So here, we literally just load our data, this is a classic load data function, visualize our data, the usual. And then this is our model. So, if you look at how to load this model, which is, again, a pre-trained model without the last layer, I think I have it here. So using Caris which is a pretty common deep learning library, this is three lines. They have all of those stored, so we just use this model. And then generating the features, you go through all of your images and then you do model.predict. And then that's it, and you have these features.

And then indexing them, we use Annoy, which was one of the libraries that I mentioned. Again, three lines, you index all the images in your data set and then you can do image search by just searching through. You just get the nearest neighbors, and then you get this, and then re-weighting is an additional three lines of code. So, it's starting to be a lot. It's starting to be 12 lines total. And we have these results. So, you know, I think that's quite powerful in terms of how you would go about prototyping this. Again, if you want to look at the code, it's already online, so you can access it. But it's a really quick way to see how you could do image search.

Representations Learning in NLP

But, we can do better than this.
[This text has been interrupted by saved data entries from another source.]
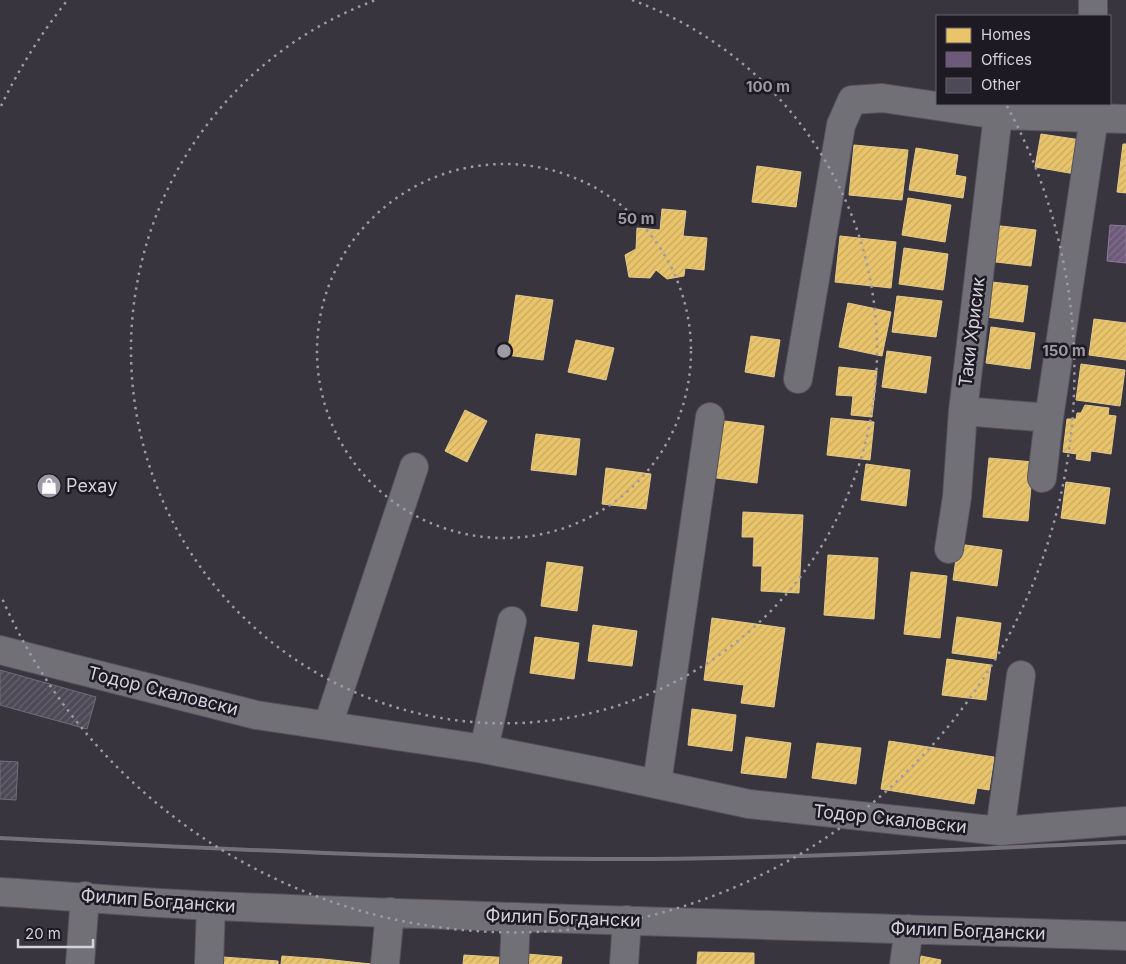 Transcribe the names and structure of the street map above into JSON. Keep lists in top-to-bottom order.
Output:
{
  "streets": {
    "street": ["Таки Хрисик", "Тодор Скаловски", "Филип Богдански"]
  },
  "places": {
    "shop": ["Рехау"]
  },
  "legend": ["Homes", "Offices", "Other"],
  "scale_bar": "20 m",
  "rings": ["100 m", "50 m", "150 m"]
}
We can actually try to understand the word aspect better. So, here what I've shown is, okay, well, we can do generic image search or we can weigh it on classes that our model has been trained on. So if our model, the initial one that was pre-trained, we've just taken the pre-trained model, if it was trained on cats, then we're good. But what if we want something they weren't trained on. So an example of a class that it wasn't trained on is ocean, right? So we want to detect pictures of oceans, or of boats; how can we actually impart that knowledge to our model? What if we want to be able to use any word? If Google image search was limited to 1,000 words, it probably wouldn't be very useful. So how do we actually combine words and images?

And here we go back to our word embeddings. And so the main idea, and this is the only part of this talk where we'll actually be training our own model… but the main idea is that we're going to leverage these embeddings. So, again, these embeddings have also been pre-trained. The way that they're pre-trained is, you can crawl all of Wikipedia, and then train the model to basically predict neighboring words from a given word, and that gives you this semantically strong word embeddings. And so instead of saying, "Oh, our model will predict which category, this is a cat, is a dog, etc. And our model only has the understanding of these are different categories but it doesn't understand that a cat is more similar to a sheep than to a bottle”, we'll use the word embedding as the target.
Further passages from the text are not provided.